- _What to produce_:
Filter the entries down to the lines holding "forest", then copy those lines.

- _Available data_:
***

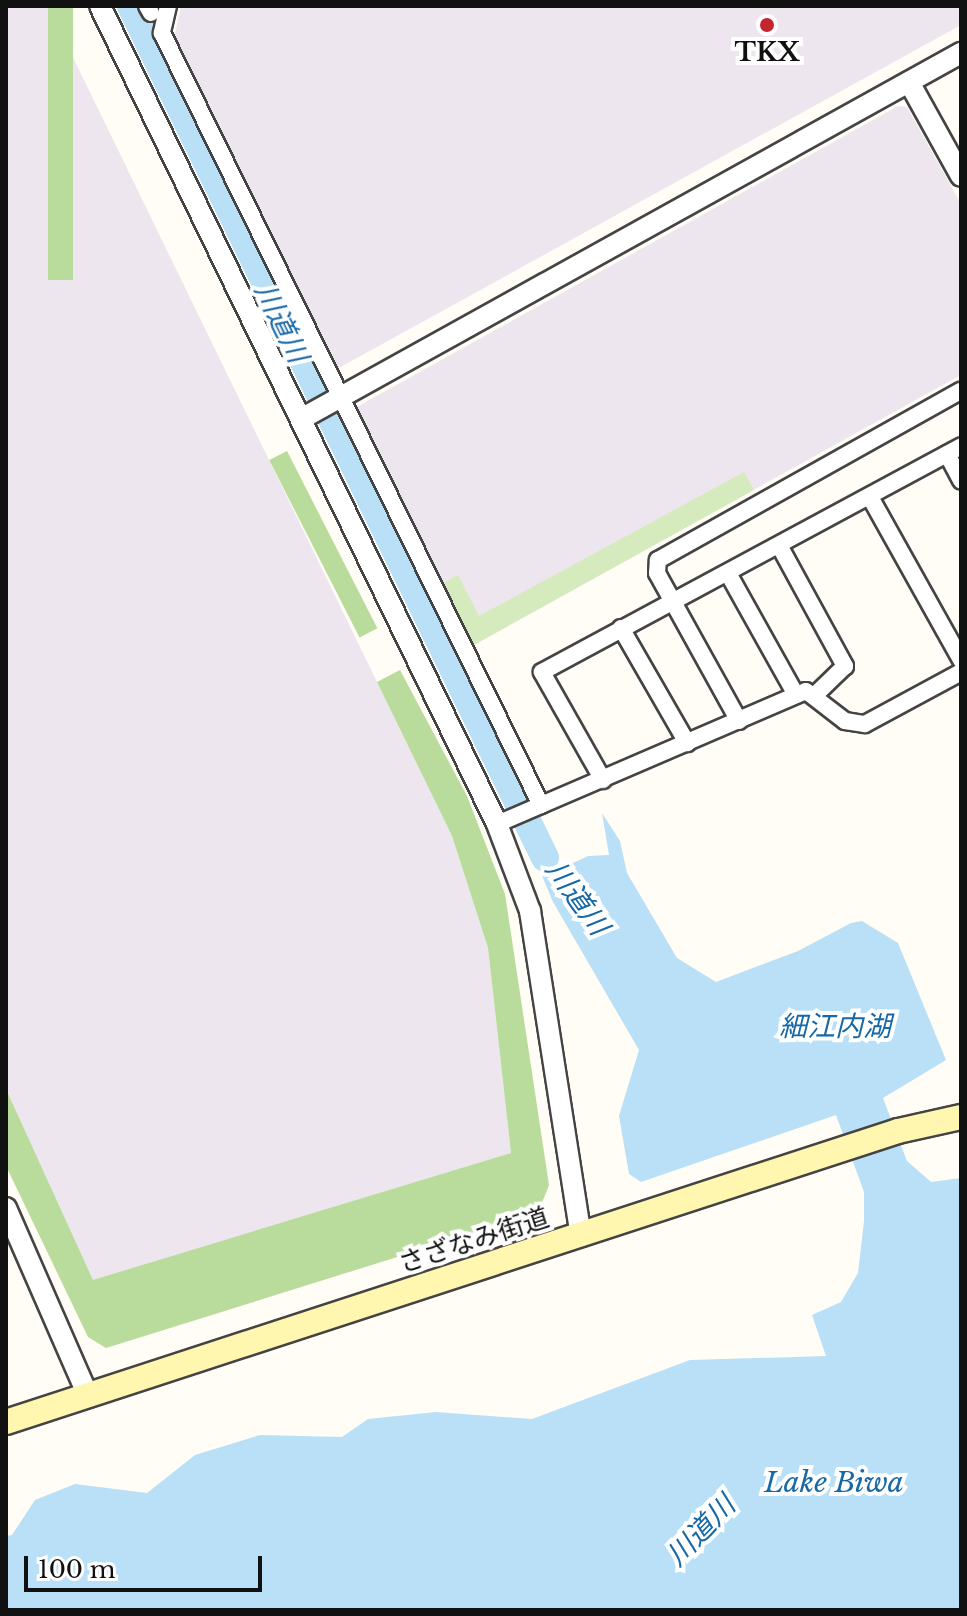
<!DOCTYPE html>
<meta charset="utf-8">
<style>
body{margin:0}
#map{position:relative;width:967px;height:1616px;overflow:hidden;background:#fffdf5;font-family:"Libre Baskerville","Noto Sans JP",serif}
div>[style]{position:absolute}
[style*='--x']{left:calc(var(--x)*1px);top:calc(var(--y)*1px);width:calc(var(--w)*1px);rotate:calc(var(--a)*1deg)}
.industrial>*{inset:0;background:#eee6ef}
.green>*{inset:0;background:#d5ebbd}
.forest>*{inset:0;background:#b9dc9c;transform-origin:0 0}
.water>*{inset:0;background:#b9e0f7}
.stream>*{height:5px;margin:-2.5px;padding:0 2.5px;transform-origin:2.5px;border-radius:2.5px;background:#b9e0f7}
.river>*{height:28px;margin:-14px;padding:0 14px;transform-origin:14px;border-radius:14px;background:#b9e0f7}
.roads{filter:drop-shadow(2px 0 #444) drop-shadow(-2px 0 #444) drop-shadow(0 2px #444) drop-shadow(0 -2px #444)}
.minor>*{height:16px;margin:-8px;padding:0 8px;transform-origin:8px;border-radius:8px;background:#fff}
.tertiary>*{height:20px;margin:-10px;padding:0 10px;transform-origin:10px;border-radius:10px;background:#fff}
.secondary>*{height:24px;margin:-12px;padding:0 12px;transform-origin:12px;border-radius:12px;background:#fff6b0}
.dots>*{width:22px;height:22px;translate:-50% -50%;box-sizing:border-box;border:4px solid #fff;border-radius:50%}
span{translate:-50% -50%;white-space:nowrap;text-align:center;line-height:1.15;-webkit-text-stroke:8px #fff;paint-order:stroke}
.poi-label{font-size:26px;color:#111;font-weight:700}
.street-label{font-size:26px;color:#111}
.water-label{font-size:28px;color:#1768a6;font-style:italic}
.frame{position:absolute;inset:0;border:8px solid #111;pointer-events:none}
.scale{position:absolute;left:24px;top:1556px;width:238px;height:36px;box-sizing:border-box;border:4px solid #111;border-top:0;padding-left:10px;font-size:24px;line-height:28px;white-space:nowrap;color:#111;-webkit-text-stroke:6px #fff;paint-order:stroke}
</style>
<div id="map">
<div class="industrial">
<i style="clip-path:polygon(6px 6px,48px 6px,452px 836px,488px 948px,511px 1153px,93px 1281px,6px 1089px)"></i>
<i style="clip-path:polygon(181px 6px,961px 6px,961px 25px,337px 369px,174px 38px)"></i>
<i style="clip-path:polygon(898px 106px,907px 107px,961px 204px,961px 375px,472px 646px,355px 408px)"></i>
</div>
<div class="green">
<i style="clip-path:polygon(744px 472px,754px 490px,472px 646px,441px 584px,458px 575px,479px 616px)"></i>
</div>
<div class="forest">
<i style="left:48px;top:6px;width:25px;height:274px"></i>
<i style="left:287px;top:451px;width:199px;height:20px;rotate:63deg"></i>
<i style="clip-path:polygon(400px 670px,467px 796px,505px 894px,549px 1185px,538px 1213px,106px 1348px,88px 1337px,6px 1166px,6px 1089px,93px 1280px,511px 1153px,488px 948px,452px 836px,377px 682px)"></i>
</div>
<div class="water">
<i style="clip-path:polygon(602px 813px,620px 841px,627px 873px,677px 958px,716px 982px,798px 951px,851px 923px,862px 921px,898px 943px,946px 1060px,883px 1098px,907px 1161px,931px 1182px,961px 1178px,961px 1610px,6px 1610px,6px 1536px,12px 1535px,35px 1500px,75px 1484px,147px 1493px,195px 1455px,260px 1435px,342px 1437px,368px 1419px,436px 1412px,532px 1419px,690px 1360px,826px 1356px,812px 1315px,841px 1302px,858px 1273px,864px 1221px,864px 1192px,836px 1115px,641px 1182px,629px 1174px,619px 1116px,639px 1050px,553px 902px,522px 828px,532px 821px,560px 869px,588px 856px,609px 855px)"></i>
</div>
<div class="stream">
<i style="--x:147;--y:39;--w:25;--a:-76"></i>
</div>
<div class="river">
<i style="--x:131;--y:6;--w:947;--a:64.08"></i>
</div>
<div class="roads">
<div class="minor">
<i style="--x:147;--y:6;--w:8;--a:60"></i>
<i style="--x:168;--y:6;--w:28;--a:103"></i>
<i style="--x:162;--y:33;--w:860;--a:63.85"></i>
<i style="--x:947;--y:454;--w:30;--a:62"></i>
<i style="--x:870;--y:497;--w:187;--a:60.8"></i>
<i style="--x:780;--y:547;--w:136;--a:61.4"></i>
<i style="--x:845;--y:666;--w:42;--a:136"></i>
<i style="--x:729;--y:575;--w:137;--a:60.8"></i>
<i style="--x:621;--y:628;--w:133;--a:60.1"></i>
<i style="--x:739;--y:721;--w:169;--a:-119"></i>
<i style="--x:657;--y:573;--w:13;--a:-86"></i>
<i style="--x:658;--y:560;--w:347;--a:-29.2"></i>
<i style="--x:603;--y:780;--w:124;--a:-119.5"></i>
<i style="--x:542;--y:672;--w:476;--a:-28.3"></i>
<i style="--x:497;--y:824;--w:336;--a:-23.3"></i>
<i style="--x:806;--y:691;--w:49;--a:37.6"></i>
<i style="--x:845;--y:721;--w:20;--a:9"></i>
<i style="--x:865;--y:724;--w:109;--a:-28.4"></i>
</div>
<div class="tertiary">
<i style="--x:100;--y:6;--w:909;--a:64.11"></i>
<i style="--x:497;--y:824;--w:93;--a:69.2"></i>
<i style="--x:530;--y:911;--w:329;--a:81.1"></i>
<i style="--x:909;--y:82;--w:107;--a:61"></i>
<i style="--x:301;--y:419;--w:755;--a:-29.01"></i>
<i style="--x:6;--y:1208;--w:205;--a:66.4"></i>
</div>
<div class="secondary">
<i style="--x:6;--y:1422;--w:938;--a:-18.07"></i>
<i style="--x:898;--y:1131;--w:65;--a:-12.5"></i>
</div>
</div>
<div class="dots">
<i style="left:767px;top:25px;background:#c4262e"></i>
</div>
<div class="poi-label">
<span style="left:767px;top:53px">TKX</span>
</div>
<div class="street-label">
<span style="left:474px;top:1241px;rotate:-18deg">さざなみ街道</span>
</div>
<div class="water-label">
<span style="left:281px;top:323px;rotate:64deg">川道川</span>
<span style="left:577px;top:898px;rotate:54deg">川道川</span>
<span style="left:835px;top:1027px">細江内湖</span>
<span style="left:834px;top:1483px">Lake Biwa</span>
<span style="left:701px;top:1531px;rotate:-46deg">川道川</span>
</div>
<div class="frame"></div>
<div class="scale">100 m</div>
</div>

***

- _Solved exercise_:
.forest>*{inset:0;background:#b9dc9c;transform-origin:0 0}
<div class="forest">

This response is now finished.